The standard normal distribution is defined by its mean \( \mu = 0 \) and standard deviation \( \sigma = 1 \). We calculated the probability that a sample mean falls within the range \([-1, 1]\):
\[
P = \Phi(Z_{end}) - \Phi(Z_{start}) = \Phi(1.0) - \Phi(-1.0) = 0.6827
\]
This indicates that approximately \( 68.27\% \) of the data falls within one standard deviation of the mean in a standard normal distribution.
For a nonstandard normal distribution, we considered a mean \( \mu = 5 \) and standard deviation \( \sigma = 2 \). We calculated the probability that a sample mean falls within the range \([4, 6]\):
\[
P = \Phi(Z_{end}) - \Phi(Z_{start}) = \Phi(0.5) - \Phi(-0.5) = 0.3829
\]
This indicates that approximately \( 38.29\% \) of the data falls within this range for the nonstandard normal distribution.

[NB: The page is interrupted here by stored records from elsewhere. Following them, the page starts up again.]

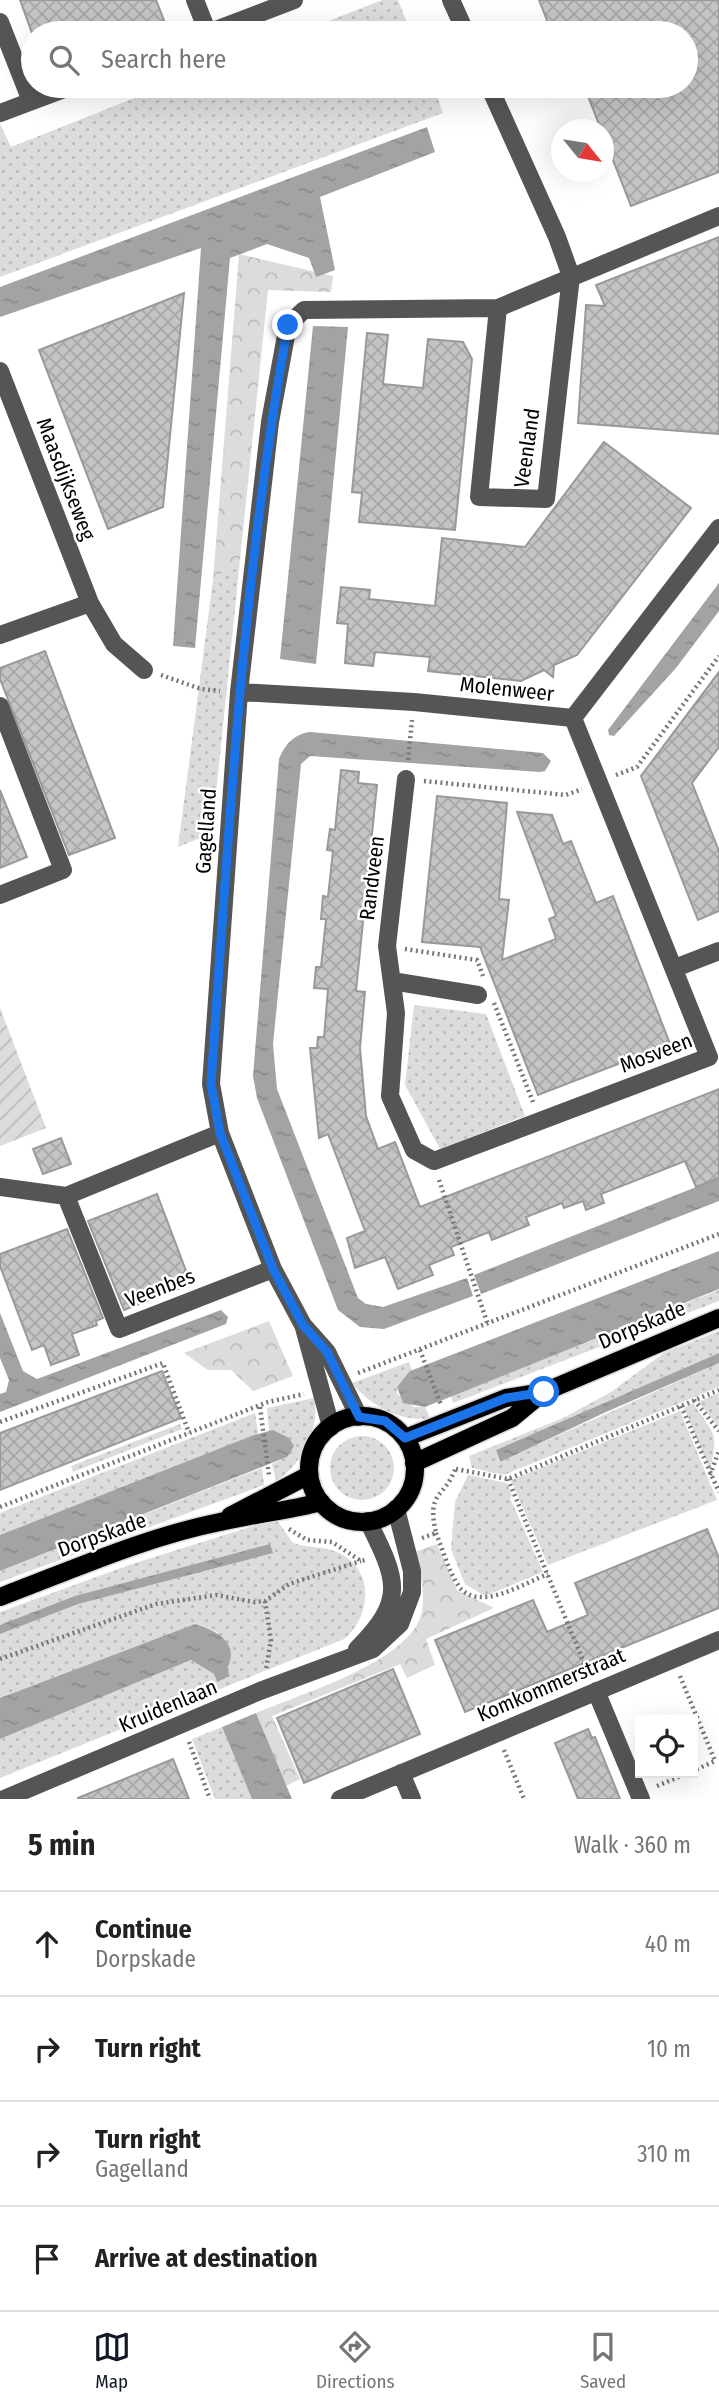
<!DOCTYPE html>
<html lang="en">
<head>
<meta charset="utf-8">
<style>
	:root { --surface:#fff; --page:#f2f2f2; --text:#222; --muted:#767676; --line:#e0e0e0; --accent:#111827 }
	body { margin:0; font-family:"Fira Sans Condensed",sans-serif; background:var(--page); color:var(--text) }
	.controls { position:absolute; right:21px; bottom:21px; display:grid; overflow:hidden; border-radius:0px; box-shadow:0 7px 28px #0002 }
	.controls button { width:63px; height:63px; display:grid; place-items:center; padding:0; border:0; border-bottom:2px solid var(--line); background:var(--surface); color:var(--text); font:35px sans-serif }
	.compass { position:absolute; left:551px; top:119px; width:63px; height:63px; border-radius:50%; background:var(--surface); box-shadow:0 7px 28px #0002; rotate:120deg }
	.stop { position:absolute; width:21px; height:21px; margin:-16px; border:5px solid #1a73e8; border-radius:50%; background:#fff }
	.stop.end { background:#1a73e8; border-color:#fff; box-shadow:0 2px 7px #0008 }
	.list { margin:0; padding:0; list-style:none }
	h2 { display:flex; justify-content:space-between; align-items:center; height:91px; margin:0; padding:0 28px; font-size:30px }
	h2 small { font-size:23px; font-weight:400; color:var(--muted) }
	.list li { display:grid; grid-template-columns:46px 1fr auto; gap:21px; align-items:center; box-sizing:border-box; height:105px; padding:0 28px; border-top:2px solid var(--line) }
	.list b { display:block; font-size:26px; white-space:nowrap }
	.list p { margin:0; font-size:23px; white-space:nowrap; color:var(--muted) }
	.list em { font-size:23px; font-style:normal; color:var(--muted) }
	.icon { flex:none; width:38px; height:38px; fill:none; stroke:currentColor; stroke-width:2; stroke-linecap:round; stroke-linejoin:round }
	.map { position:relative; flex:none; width:719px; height:1799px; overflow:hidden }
	.search { position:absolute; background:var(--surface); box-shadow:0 7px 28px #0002; left:21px; right:21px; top:21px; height:77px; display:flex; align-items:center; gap:18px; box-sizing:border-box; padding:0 24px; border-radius:38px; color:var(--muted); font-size:26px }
	.sheet { height:511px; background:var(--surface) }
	nav { display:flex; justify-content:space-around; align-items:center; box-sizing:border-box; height:98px; border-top:2px solid var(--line); background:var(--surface); font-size:19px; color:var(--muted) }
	nav a { display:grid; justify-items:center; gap:4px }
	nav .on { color:var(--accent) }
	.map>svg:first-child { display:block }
</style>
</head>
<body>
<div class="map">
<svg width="719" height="1799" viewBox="0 0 719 1799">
	<defs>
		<pattern id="grass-dots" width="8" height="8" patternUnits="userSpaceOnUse" patternTransform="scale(1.75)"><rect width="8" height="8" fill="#dcdcdc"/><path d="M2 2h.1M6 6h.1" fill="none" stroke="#bbb" stroke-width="1.8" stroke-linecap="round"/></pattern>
		<pattern id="forest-crowns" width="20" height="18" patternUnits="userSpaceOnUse" patternTransform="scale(1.75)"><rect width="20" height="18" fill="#dcdcdc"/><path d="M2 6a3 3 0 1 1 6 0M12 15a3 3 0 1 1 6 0" fill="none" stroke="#bbb"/></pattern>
		<pattern id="garden-furrows" width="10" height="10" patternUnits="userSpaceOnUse" patternTransform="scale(1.75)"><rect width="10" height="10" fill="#dcdcdc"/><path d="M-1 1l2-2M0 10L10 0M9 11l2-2" fill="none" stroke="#bbb"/></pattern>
		<pattern id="water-ripples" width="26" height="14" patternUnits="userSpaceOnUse" patternTransform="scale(1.75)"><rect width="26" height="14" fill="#a3a3a3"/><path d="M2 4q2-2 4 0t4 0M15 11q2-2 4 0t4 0" fill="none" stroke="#8b8b8b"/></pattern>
		<pattern id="building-cross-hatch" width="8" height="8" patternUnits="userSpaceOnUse" patternTransform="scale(1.75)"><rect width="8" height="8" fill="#c4c4c4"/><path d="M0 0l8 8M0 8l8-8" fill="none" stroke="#a7a7a7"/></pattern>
	</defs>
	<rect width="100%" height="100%" fill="#fff"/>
	<path fill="url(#grass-dots)" d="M382 0H398L411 33H298Z
		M165 86H433L443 113 0 277V124L11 147Z
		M240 560 212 833 178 847 213 580Z
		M414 1005 486 1014 525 1116 440 1149 405 1085Z
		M719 1290V1301L453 1403 451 1396Z
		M719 1331V1353L496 1450 499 1462 719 1363V1387L504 1475 472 1468 469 1456 563 1418 611 1392 664 1353Z
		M409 1362 412 1371 397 1387V1394L414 1407H425L430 1418C402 1423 369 1405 352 1383Z
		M719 1393V1427L698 1402Z
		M314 1398C321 1425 301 1467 276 1481L272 1464 287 1457 273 1430 269 1431 267 1408Z
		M693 1403C714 1435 719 1430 710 1470L684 1408Z
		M680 1411 717 1500 548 1565 511 1480Z
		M255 1413 258 1434 0 1535V1513Z
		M180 1424 182 1429 73 1472 71 1466Z
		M330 1468a32 32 0 1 1 64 0a32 32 0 1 1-64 0Z
		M262 1468 264 1485 0 1582V1571Z
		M468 1475 507 1483 512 1496 510 1498 543 1572 485 1596 465 1584 451 1549 455 1502Z
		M276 1519 293 1543C307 1548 323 1546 337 1552 375 1568 372 1616 344 1639L0 1778V1739L191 1660 214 1674 217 1681 230 1660 217 1632 195 1624 0 1698V1612L132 1564Z
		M222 1727 252 1799H215L192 1739Z"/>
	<path fill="url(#forest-crowns)" d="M239 254 333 276 331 292 268 290 240 560 213 580Z
		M269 1321 293 1376 253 1391 231 1370H208L184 1353Z
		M437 1544 457 1590 494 1608 426 1639 435 1665 407 1678 400 1664 272 1716 300 1779 286 1786 256 1713C301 1694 398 1665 419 1621 428 1601 420 1572 415 1552Z"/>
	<path fill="url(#garden-furrows)" d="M0 1008 46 1128 0 1146Z"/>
	<path fill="url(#water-ripples)" d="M427 127 435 152 320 197 335 270 316 277 309 258 267 244 230 258 195 648 173 646 201 248 0 317V287Z
		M313 326 348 327 316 664 280 659Z
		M719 583V611L676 668 614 736 609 735 608 730Z
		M310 732 543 753 551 761 545 771 540 772 310 756 301 764 273 1044 277 1089 358 1298 366 1304 383 1307 467 1278 473 1296 384 1329 360 1327 338 1310 257 1098 253 1076 279 759C285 744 294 734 310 732Z
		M719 1178V1201L481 1294 474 1275Z
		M719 1251V1289L425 1407 403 1403 397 1387 410 1371Z
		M221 1310 228 1317 226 1324 0 1412V1394L6 1392 9 1380 0 1358V1313L23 1371 37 1379Z
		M719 1353V1363L606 1412 500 1462 496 1450Z
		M273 1430 289 1438 294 1446 287 1457 0 1571V1535L254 1435Z
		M270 1544 273 1553 78 1604 0 1634V1625L75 1596Z
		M195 1624C211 1629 236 1639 230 1661 228 1668 226 1668 230 1676L217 1682 214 1674 191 1660 0 1739V1698Z
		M256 1713 292 1799H252L222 1727Z"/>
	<path fill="url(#building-cross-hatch)" stroke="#999" stroke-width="2" d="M20 0H156L169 33H32Z
		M539 0H719V172L631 206 584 86H686V33H552Z
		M719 237V434L578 423 586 305 605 306 596 285Z
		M184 293 163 507 108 529 39 350Z
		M367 333 388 335 383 384 423 388 428 339 463 342 472 359 455 530 359 522 362 493 352 492Z
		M604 442 691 508 577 655 554 665 553 677 544 670 521 681 428 671 430 657 375 652 373 666 345 663 348 624 337 623 341 587 370 590 369 599 435 606 442 538 525 547Z
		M45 651 115 838 69 855 0 679V668Z
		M719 672V747L692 783 719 851V911L698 920 641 776Z
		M341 770 359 772 358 783 377 785 356 991 365 992 360 1048 366 1116 378 1149 395 1142 420 1207 719 1089V1178L696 1187 685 1161 601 1194 604 1203 586 1210 583 1201 564 1208 562 1203 526 1217 529 1225 492 1240 489 1232 451 1247 454 1255 429 1265 433 1275 398 1289 385 1257 355 1268 347 1238 365 1231 328 1134 319 1138 310 1048H317L318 1037H324L328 989 314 988 316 967H321L326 919H321L323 896 328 897 333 851 327 850 330 829 335 830Z
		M0 790 27 857 0 868Z
		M437 796 507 803 499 899 509 900 502 960 556 939 549 919 556 916 517 812 552 815 563 844 571 841 596 903 613 896 670 1044 538 1095 480 947 422 942Z
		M61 1138 71 1164 43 1174 33 1149Z
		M157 1194 191 1284 124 1310 88 1221Z
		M67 1229 103 1318 96 1321 97 1325 72 1334 79 1355 51 1365 44 1345 32 1350 0 1266V1254Z
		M162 1371 181 1418 0 1490V1433Z
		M707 1529 719 1558V1608L465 1712 435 1640 533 1600 547 1632 588 1615 575 1583Z
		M393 1669 420 1734 304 1783 277 1718Z
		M588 1729 592 1738 595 1737 620 1799H578L555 1743Z
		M173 1759 189 1799H78V1798Z"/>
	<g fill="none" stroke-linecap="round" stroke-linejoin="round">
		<defs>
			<path id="major" d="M309 1469a53 53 0 1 1 106 0a53 53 0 1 1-106 0Z
				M405 1438 506 1398 544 1392 719 1318
				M414 1463 512 1418 541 1394
				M230 1516 309 1475
				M0 1597C72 1570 145 1537 220 1522 254 1514 287 1511 321 1502"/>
		</defs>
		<use href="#major" stroke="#dbdbdb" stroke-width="21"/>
		<path stroke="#777" stroke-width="4.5" stroke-dasharray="2 3.5" stroke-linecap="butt" d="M161 675 201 689 220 691
			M408 760 412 720
			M616 775 637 767 719 656
			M424 781 566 795 582 789
			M405 949 477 960 483 976
			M494 1003 533 1102
			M439 1180 488 1325
			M420 1350 441 1405
			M358 1373 719 1234
			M694 1400 719 1431
			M681 1406 719 1492
			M260 1407 269 1475
			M0 1422 163 1363 189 1433
			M456 1469 508 1479 719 1390
			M710 1475 719 1451
			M508 1479 589 1675
			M0 1507 268 1402 304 1394
			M289 1529 307 1540 332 1542 361 1561 365 1560
			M436 1533C443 1550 448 1570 458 1585 477 1614 524 1583 548 1574
			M422 1538 436 1533C426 1490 445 1499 456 1467
			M265 1601 271 1640 266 1669
			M0 1659 156 1604 216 1595 254 1602 265 1601 289 1584 361 1561
			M680 1676 715 1761 693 1771
			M189 1742 210 1799
			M504 1750 524 1799
			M657 1786 688 1773"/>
		<path stroke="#555" stroke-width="18" d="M195 0 208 33
			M451 0 466 33
			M0 22 31 101
			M208 33 294 0
			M489 86 557 237 571 276 546 499 479 497 498 308
			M0 113 72 86
			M0 371 90 603 114 644 144 670
			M0 635 90 603
			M239 692 414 702 573 718 719 528
			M0 706 63 870 0 895
			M406 779 387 946 396 1013 390 1096 414 1150 434 1161 709 1057 573 718
			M675 968 719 951
			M392 981 478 995
			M0 1187 66 1196 220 1133
			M66 1196 119 1329 273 1269
			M304 1328 331 1427
			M359 1417 327 1352 303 1325 273 1269 220 1133 211 1084 239 692 270 422 288 325 304 310 498 308 719 216
			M357 1649C407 1599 397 1580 368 1521
			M596 1691 641 1799
			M401 1773 412 1799
			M4 1799 260 1691 373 1649 400 1624 412 1592V1571L396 1509
			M340 1799 719 1640"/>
		<use href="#major" stroke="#000" stroke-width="18"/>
	</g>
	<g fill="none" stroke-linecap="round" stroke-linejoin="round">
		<path stroke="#1a73e8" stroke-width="9" d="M288 325C242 576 229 830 211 1084L220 1133 273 1269 303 1325 327 1352 359 1417 385 1421 405 1438 506 1398 544 1392"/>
	</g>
	<g text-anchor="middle" stroke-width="5" stroke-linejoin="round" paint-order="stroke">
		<g font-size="21" fill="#000" stroke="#fff">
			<text transform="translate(527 448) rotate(-82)" y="7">Veenland</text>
			<text transform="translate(66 479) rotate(69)" y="7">Maasdijkseweg</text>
			<text transform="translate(507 689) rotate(6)" y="7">Molenweer</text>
			<text transform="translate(206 831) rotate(-86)" y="7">Gagelland</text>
			<text transform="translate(372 878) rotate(-83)" y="7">Randveen</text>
			<text transform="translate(656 1053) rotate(-21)" y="7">Mosveen</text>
			<text transform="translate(160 1288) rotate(-21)" y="7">Veenbes</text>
			<text transform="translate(642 1325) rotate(-23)" y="7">Dorpskade</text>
			<text transform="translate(102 1535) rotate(-20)" y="7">Dorpskade</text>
			<text transform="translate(551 1685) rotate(-23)" y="7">Komkommerstraat</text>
			<text transform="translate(168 1706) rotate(-23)" y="7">Kruidenlaan</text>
		</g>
	</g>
</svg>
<div class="controls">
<button><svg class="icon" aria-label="locate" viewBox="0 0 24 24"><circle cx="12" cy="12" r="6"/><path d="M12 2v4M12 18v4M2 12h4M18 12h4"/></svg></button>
</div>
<svg class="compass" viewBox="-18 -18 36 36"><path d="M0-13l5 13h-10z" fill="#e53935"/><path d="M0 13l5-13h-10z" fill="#767676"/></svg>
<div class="stop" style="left:544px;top:1392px"></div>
<div class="stop end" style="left:288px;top:325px"></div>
<div class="search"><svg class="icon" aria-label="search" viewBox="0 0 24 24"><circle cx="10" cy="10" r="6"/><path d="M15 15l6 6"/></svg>Search here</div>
</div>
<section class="sheet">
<h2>5 min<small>Walk · 360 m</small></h2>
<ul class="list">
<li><svg class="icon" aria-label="ahead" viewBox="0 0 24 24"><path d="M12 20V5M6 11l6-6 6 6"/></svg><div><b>Continue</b><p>Dorpskade</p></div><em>40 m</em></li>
<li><svg class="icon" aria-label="right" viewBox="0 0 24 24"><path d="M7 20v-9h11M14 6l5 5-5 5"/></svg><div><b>Turn right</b></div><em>10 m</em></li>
<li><svg class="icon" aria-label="right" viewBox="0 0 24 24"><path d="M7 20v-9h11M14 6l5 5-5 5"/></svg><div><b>Turn right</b><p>Gagelland</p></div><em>310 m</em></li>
<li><svg class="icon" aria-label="arrive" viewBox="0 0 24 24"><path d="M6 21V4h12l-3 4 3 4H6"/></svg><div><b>Arrive at destination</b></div></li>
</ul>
</section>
<nav>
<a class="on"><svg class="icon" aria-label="map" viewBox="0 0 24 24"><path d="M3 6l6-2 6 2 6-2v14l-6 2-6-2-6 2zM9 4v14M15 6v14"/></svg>Map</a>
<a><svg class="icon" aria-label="directions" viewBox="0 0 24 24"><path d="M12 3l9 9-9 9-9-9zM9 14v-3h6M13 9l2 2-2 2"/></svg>Directions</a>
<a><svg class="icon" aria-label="saved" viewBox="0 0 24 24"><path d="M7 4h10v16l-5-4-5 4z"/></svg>Saved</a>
</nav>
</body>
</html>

The key difference between the two distributions is that the standard normal distribution has fixed parameters \( \mu = 0 \) and \( \sigma = 1 \), while the nonstandard normal distribution can have any mean and standard deviation. Therefore, the correct answer to the question is:
The standard normal distribution has a mean of \( 0 \) and a standard deviation of \( 1 \), while a nonstandard normal distribution has a different value for one or both of those parameters.